== Segment start ==

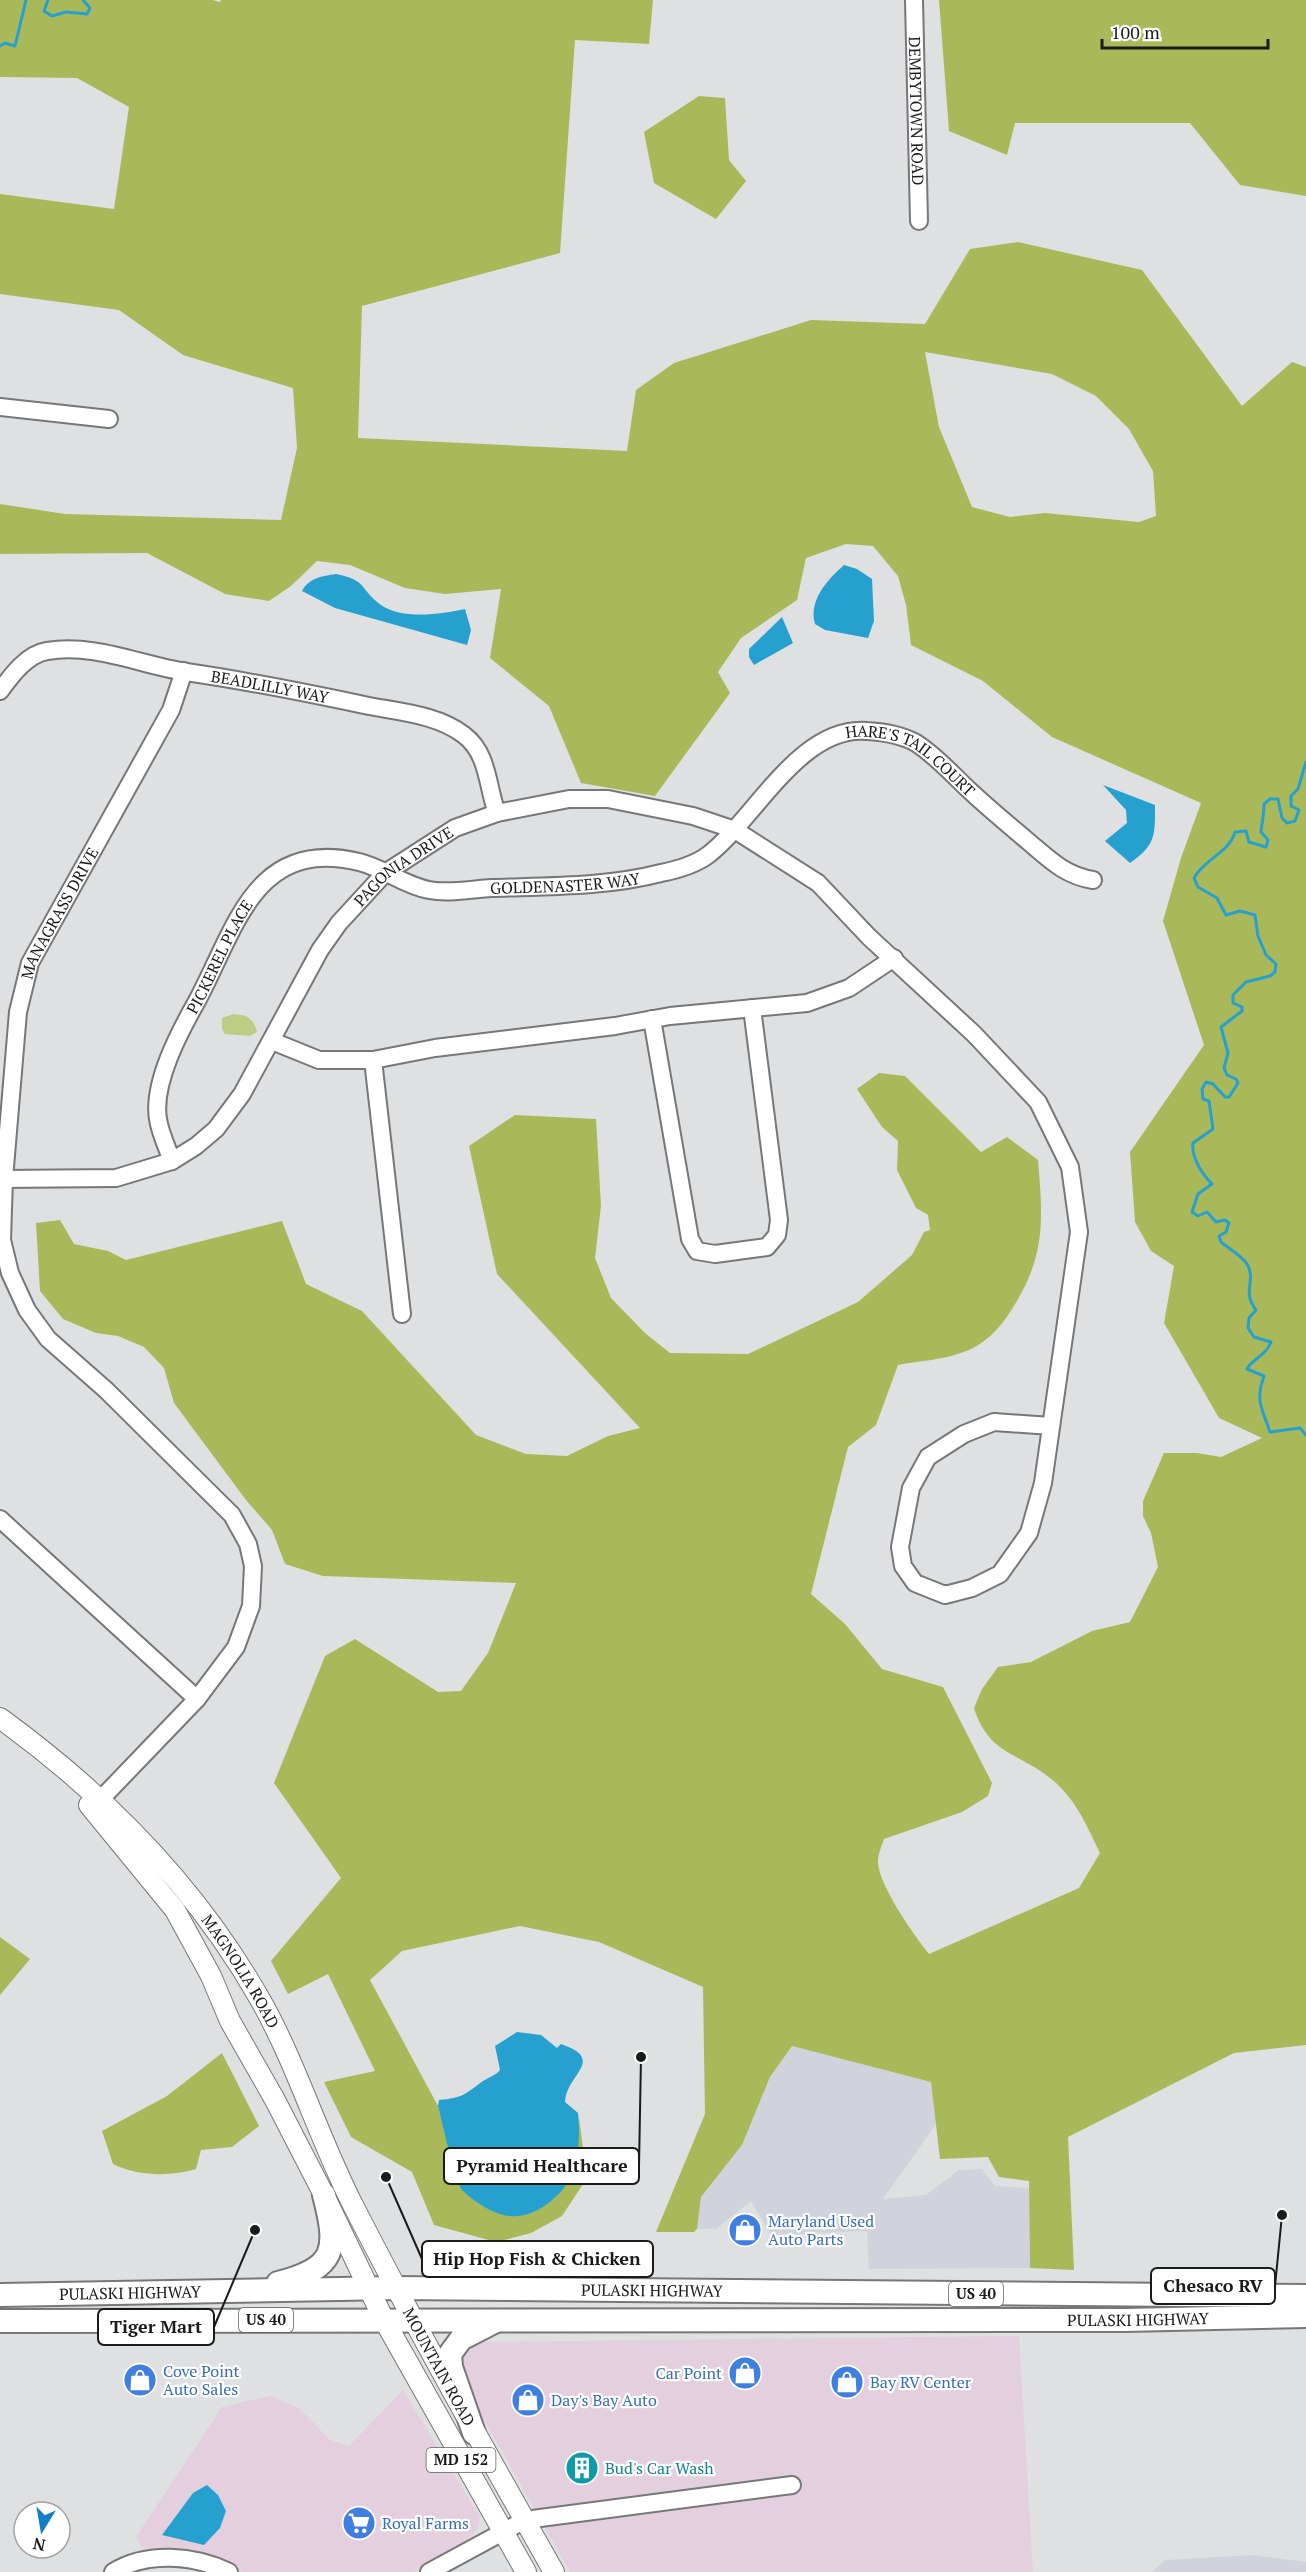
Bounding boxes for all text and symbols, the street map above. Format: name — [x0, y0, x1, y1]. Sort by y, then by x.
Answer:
scale bar — [1102, 12, 1268, 50]
text: 100 m — [1111, 20, 1160, 44]
street label: DEMBYTOWN ROAD — [904, 36, 929, 186]
street label: BEADLILLY WAY — [210, 665, 331, 708]
street label: HARE'S TAIL COURT — [844, 720, 980, 801]
street label: PAGONIA DRIVE — [349, 821, 457, 911]
street label: MANAGRASS DRIVE — [15, 843, 103, 981]
street label: GOLDENASTER WAY — [490, 867, 642, 899]
street label: PICKEREL PLACE — [181, 895, 258, 1018]
street label: MAGNOLIA ROAD — [197, 1910, 284, 2032]
callout: Pyramid Healthcare — [444, 2148, 639, 2184]
text: Pyramid Healthcare — [456, 2153, 628, 2177]
place label: Maryland Used Auto Parts — [768, 2210, 874, 2250]
shop icon: Maryland Used Auto Parts — [727, 2212, 763, 2248]
callout: Hip Hop Fish & Chicken — [422, 2241, 653, 2277]
text: Hip Hop Fish & Chicken — [433, 2246, 641, 2270]
callout: Chesaco RV — [1151, 2268, 1275, 2304]
text: Chesaco RV — [1163, 2273, 1263, 2297]
street label: PULASKI HIGHWAY — [581, 2279, 724, 2302]
street label: PULASKI HIGHWAY — [59, 2280, 202, 2305]
road number: US 40 — [949, 2282, 1003, 2306]
street label: MOUNTAIN ROAD — [398, 2304, 480, 2430]
street label: PULASKI HIGHWAY — [1067, 2307, 1210, 2331]
road number: US 40 — [239, 2308, 293, 2332]
callout: Tiger Mart — [98, 2309, 214, 2345]
text: Tiger Mart — [110, 2314, 202, 2338]
shop icon: Car Point — [727, 2355, 763, 2391]
place label: Cove Point Auto Sales — [163, 2360, 239, 2400]
shop icon: Cove Point Auto Sales — [122, 2362, 158, 2398]
place label: Car Point — [655, 2362, 722, 2384]
shop icon: Bay RV Center — [829, 2364, 865, 2400]
place label: Bay RV Center — [870, 2371, 972, 2393]
shop icon: Day's Bay Auto — [510, 2382, 546, 2418]
place label: Day's Bay Auto — [551, 2389, 657, 2411]
road number: MD 152 — [426, 2448, 496, 2472]
building icon: Bud's Car Wash — [564, 2450, 600, 2486]
place label: Bud's Car Wash — [605, 2457, 714, 2479]
north arrow — [12, 2500, 72, 2560]
supermarket icon: Royal Farms — [341, 2505, 377, 2541]
place label: Royal Farms — [382, 2512, 469, 2534]
text: N — [31, 2533, 47, 2557]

== Segment end ==

Your answer must be an exact transcription of every entry, minus the pictures.

■ RESPONSE BELOW:
Bounding boxes for all text and symbols, the street map above. Format: name — [x0, y0, x1, y1]. Sort by y, then by x.
Answer:
scale bar — [1102, 12, 1268, 50]
text: 100 m — [1111, 20, 1160, 44]
street label: DEMBYTOWN ROAD — [904, 36, 929, 186]
street label: BEADLILLY WAY — [210, 665, 331, 708]
street label: HARE'S TAIL COURT — [844, 720, 980, 801]
street label: PAGONIA DRIVE — [349, 821, 457, 911]
street label: MANAGRASS DRIVE — [15, 843, 103, 981]
street label: GOLDENASTER WAY — [490, 867, 642, 899]
street label: PICKEREL PLACE — [181, 895, 258, 1018]
street label: MAGNOLIA ROAD — [197, 1910, 284, 2032]
callout: Pyramid Healthcare — [444, 2148, 639, 2184]
text: Pyramid Healthcare — [456, 2153, 628, 2177]
place label: Maryland Used Auto Parts — [768, 2210, 874, 2250]
shop icon: Maryland Used Auto Parts — [727, 2212, 763, 2248]
callout: Hip Hop Fish & Chicken — [422, 2241, 653, 2277]
text: Hip Hop Fish & Chicken — [433, 2246, 641, 2270]
callout: Chesaco RV — [1151, 2268, 1275, 2304]
text: Chesaco RV — [1163, 2273, 1263, 2297]
street label: PULASKI HIGHWAY — [581, 2279, 724, 2302]
street label: PULASKI HIGHWAY — [59, 2280, 202, 2305]
road number: US 40 — [949, 2282, 1003, 2306]
street label: MOUNTAIN ROAD — [398, 2304, 480, 2430]
street label: PULASKI HIGHWAY — [1067, 2307, 1210, 2331]
road number: US 40 — [239, 2308, 293, 2332]
callout: Tiger Mart — [98, 2309, 214, 2345]
text: Tiger Mart — [110, 2314, 202, 2338]
shop icon: Car Point — [727, 2355, 763, 2391]
place label: Cove Point Auto Sales — [163, 2360, 239, 2400]
shop icon: Cove Point Auto Sales — [122, 2362, 158, 2398]
place label: Car Point — [655, 2362, 722, 2384]
shop icon: Bay RV Center — [829, 2364, 865, 2400]
place label: Bay RV Center — [870, 2371, 972, 2393]
shop icon: Day's Bay Auto — [510, 2382, 546, 2418]
place label: Day's Bay Auto — [551, 2389, 657, 2411]
road number: MD 152 — [426, 2448, 496, 2472]
building icon: Bud's Car Wash — [564, 2450, 600, 2486]
place label: Bud's Car Wash — [605, 2457, 714, 2479]
north arrow — [12, 2500, 72, 2560]
supermarket icon: Royal Farms — [341, 2505, 377, 2541]
place label: Royal Farms — [382, 2512, 469, 2534]
text: N — [31, 2533, 47, 2557]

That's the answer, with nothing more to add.